● **Data**

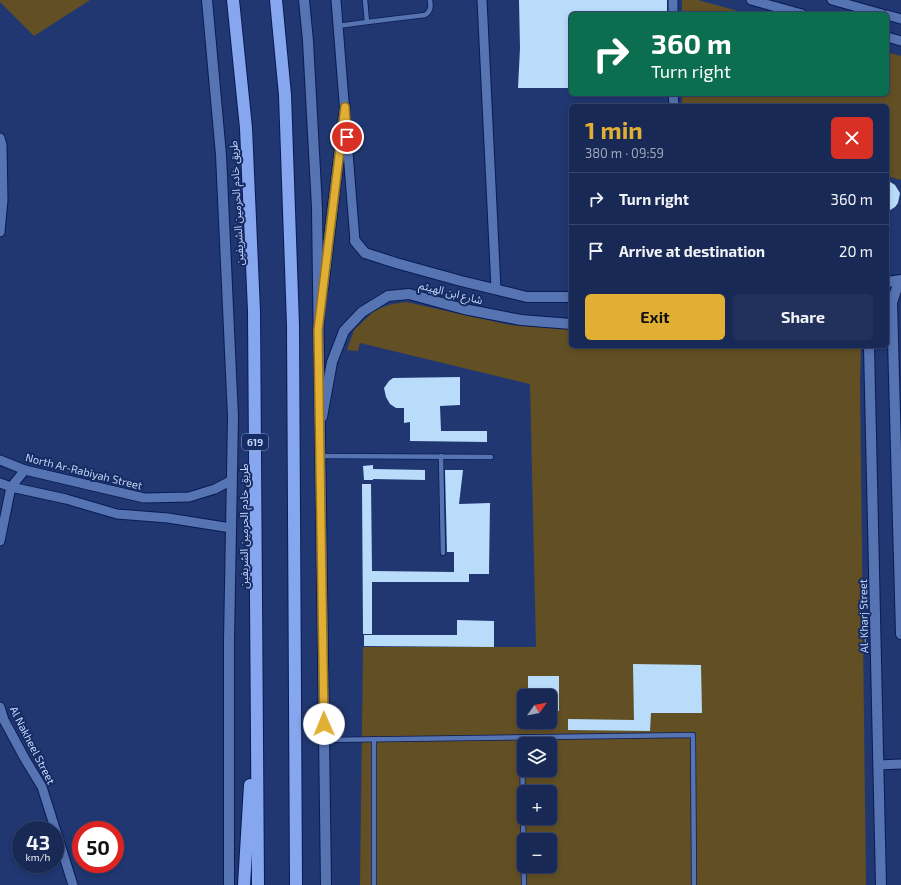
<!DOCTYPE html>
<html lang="en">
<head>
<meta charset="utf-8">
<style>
	:root { --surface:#182955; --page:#21315b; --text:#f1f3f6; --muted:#9fa6b9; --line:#36456c; --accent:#e1af34 }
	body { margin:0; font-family:"Exo 2","Noto Sans Arabic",sans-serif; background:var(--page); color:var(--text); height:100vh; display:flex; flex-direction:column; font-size:15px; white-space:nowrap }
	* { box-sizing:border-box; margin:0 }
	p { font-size:13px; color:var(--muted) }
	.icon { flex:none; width:22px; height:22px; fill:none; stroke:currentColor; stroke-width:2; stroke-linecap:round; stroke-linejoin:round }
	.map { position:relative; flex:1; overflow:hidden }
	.sheet { position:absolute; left:569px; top:104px; width:320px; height:244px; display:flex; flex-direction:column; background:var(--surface); border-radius:6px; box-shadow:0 2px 6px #0003,0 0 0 1px var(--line) }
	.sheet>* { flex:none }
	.hud { position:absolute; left:569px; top:12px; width:320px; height:84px; border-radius:6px; box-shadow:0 2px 6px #0003,0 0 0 1px var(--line); background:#0b6e4f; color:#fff; overflow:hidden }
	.needle { width:26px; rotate:57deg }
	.controls { position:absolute; left:517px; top:689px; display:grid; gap:8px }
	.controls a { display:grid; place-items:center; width:40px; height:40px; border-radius:6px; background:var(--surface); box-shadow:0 2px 6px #0003,0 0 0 1px var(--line); font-size:20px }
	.speed { position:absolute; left:12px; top:821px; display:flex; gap:8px; font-size:20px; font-weight:700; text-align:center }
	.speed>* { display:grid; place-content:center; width:52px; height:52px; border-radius:50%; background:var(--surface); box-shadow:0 2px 6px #0003,0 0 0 1px var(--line); line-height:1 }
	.speed small { font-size:10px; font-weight:400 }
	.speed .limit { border:6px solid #d22; background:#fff; color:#111 }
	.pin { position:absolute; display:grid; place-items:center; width:34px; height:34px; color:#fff; margin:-17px; border:2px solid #fff; border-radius:50%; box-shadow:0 1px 4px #0007 }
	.me { position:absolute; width:44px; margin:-22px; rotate:359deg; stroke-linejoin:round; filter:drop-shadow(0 0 3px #0008) }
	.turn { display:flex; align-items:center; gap:14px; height:84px; padding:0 16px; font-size:18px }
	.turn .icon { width:52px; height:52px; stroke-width:2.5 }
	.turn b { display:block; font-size:28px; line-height:34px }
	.round { display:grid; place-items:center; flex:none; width:42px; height:42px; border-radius:6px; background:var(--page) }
	.headline { display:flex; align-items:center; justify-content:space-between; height:68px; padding:0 16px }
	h1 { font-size:24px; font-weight:700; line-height:30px; color:var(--accent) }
	.primary-button { display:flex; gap:8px; margin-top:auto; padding:8px 16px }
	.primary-button a { flex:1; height:46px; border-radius:6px; background:var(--accent); color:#111; font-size:16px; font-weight:700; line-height:46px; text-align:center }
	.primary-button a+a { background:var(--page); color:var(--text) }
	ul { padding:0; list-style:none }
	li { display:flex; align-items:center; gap:12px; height:52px; padding:0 16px; border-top:1px solid var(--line) }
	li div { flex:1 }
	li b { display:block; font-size:15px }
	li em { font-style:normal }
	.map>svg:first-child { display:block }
	.green { fill:#624f24; fill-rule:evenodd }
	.building { fill:#b9dcfb }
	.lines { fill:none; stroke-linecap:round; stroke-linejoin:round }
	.service-casing { stroke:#091c53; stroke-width:6 }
	.minor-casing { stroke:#091c53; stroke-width:11 }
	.tertiary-casing { stroke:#091c53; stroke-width:12 }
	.secondary-casing { stroke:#091c53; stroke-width:12 }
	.motorway-casing { stroke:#091c53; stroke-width:14 }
	.service { stroke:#5673b2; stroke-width:4.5 }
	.minor { stroke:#5673b2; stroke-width:9 }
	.tertiary { stroke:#5673b2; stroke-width:10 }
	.secondary { stroke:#5673b2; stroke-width:10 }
	.motorway { stroke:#86a7ef; stroke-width:12 }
	.route-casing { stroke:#927222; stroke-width:10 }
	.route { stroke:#e1af34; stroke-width:7 }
	.labels { text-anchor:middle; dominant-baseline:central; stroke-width:4; stroke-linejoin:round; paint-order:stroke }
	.shield { fill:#162c65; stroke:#90a2cc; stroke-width:1 }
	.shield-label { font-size:10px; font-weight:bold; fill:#c4d5f8 }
	.street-label { font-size:11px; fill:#c4d5f8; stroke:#162c65 }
</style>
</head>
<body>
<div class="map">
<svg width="901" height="885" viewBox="0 0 901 885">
	<rect width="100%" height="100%" fill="#203771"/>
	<g class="green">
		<polygon points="0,0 90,0 34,36 0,2"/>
		<polygon points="682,0 698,0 749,14 682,14"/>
		<polygon points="887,52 901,56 901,180 887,176 887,106 682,106 682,94 887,94"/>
		<path d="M406 302 510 325 571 329V346H861L860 383 866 885H360L363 647H536L530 384 360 343 358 351 347 350 354 330 375 310 392 304ZM524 696H550V722H524ZM524 744H550V770H524ZM524 792H550V818H524ZM524 840H550V866H524Z"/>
	</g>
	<g class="building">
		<polygon points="519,0 667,0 667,14 571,14 571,88 518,88 520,48"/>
		<polygon points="887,180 895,185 900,193 898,203 895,207 887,212"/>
		<polygon points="460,377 460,405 440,406 441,431 487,431 487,442 410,441 410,422 404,423 404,408 396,408 390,404 386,397 384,388 389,381 393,378"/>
		<polygon points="373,465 373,469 425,470 425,480 373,479 373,480 364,480 363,466"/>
		<polygon points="445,470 463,470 459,504 490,503 489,574 469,574 469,582 372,582 372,634 363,634 362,484 371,484 372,571 454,572 454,552 447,552"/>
		<polygon points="457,620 494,621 494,647 364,646 364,635 457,635"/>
		<polygon points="633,664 701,665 702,713 651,713 650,731 568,730 568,719 634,720"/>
		<polygon points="528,676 559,676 559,711 550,710 550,696 528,696"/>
	</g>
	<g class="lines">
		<defs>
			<g id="service">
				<path d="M367 22 425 15C431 11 431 7 430 0"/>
				<polyline points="338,26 367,22 365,0"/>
				<polyline points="320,456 491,457"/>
				<polyline points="441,456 443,553"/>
				<polyline points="522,737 524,885"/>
				<polyline points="374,739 374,885"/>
				<polyline points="324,740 693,735 694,885"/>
			</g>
			<g id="minor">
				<polyline points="336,0 355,241"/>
				<polyline points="482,0 496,289"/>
				<polyline points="673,0 673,14"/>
				<polyline points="751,0 802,14"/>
				<polyline points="832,0 882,14"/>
				<polyline points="887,15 901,19"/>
				<polyline points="887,37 901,41"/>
				<polyline points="673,94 674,106"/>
				<polyline points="0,138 2,145 3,200 0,232"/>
				<polyline points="0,460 25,470 144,498 189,497 215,489 232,480"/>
				<polyline points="0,483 11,487 66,499 117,514 168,518 231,528"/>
				<polyline points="0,541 11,487 25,470"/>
				<polyline points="0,707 4,720 25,759 42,787 73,885"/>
				<polyline points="878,765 901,764"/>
			</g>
			<g id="tertiary">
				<polyline points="355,241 365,253 396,263 461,281 527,297 571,297"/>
				<polyline points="899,281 892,303 901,634"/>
				<polyline points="887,282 901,280"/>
				<polyline points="869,346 881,885"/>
				<polyline points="322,417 332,362 344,331 362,312 388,296 409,294 464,309 521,320 571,324"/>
			</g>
			<g id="secondary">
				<polyline points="207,0 221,155 233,417 229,641 229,885"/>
				<polyline points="304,0 308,41 317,208 326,885"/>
				<polyline points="323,288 345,107"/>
			</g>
			<g id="motorway">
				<polyline points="233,0 246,128 254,311 258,885"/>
				<polyline points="276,0 285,95 293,325 296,885"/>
				<polyline points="244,885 250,785"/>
			</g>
		</defs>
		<use href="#service" class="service-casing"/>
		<use href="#minor" class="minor-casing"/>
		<use href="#tertiary" class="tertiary-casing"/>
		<use href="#secondary" class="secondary-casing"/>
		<use href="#motorway" class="motorway-casing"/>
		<use href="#service" class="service"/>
		<use href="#minor" class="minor"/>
		<use href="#tertiary" class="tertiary"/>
		<use href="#secondary" class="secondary"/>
		<use href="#motorway" class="motorway"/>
	</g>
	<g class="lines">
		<defs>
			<polyline id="route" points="324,724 318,330 345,107 347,137"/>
		</defs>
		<use href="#route" class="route-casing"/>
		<use href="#route" class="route"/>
	</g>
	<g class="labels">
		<rect class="shield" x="242" y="434" width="26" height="16" rx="3"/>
		<g class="shield-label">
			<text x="255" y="442">619</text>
		</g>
		<g class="street-label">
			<text transform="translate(236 203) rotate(-93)">طريق خادم الحرمين الشريفين</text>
			<text transform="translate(451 292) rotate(14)">شارع ابن الهيثم</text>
			<text transform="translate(84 471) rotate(14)">North Ar-Rabiyah Street</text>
			<text transform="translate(243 526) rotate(-90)">طريق خادم الحرمين الشريفين</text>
			<text transform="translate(863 616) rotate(-91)">Al-Kharj Street</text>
			<text transform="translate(33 745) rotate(63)">Al Nakheel Street</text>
		</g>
	</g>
</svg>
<div class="controls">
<a><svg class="needle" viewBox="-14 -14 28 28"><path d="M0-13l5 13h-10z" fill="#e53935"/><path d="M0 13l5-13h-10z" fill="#9fa6b9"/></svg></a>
<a><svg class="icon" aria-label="layers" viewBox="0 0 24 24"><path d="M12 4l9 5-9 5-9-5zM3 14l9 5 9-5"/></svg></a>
<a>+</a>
<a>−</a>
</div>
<div class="speed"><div>43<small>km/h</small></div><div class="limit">50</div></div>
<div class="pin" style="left:347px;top:137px;background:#d93025"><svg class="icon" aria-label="arrive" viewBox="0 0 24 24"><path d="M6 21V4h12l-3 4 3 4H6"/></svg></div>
<svg class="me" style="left:324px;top:724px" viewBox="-20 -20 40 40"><circle r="19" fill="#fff"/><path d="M0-13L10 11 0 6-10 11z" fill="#e1af34"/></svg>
<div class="hud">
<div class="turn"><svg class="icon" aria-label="right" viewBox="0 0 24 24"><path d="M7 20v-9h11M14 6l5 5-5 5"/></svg><div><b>360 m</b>Turn right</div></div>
</div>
<section class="sheet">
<div class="headline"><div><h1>1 min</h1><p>380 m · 09:59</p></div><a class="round" style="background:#d93025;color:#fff"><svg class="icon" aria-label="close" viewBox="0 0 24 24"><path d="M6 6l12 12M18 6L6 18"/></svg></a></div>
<ul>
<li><svg class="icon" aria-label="right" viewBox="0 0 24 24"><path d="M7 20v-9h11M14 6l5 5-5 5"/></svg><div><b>Turn right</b></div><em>360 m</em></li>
<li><svg class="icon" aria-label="arrive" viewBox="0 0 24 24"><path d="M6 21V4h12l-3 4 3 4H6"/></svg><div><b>Arrive at destination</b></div><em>20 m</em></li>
</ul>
<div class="primary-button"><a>Exit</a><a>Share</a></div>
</section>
</div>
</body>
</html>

● **Activity**
Only the number is needed: state how many lines in the listing contain "overflow".

● **Solution below**
2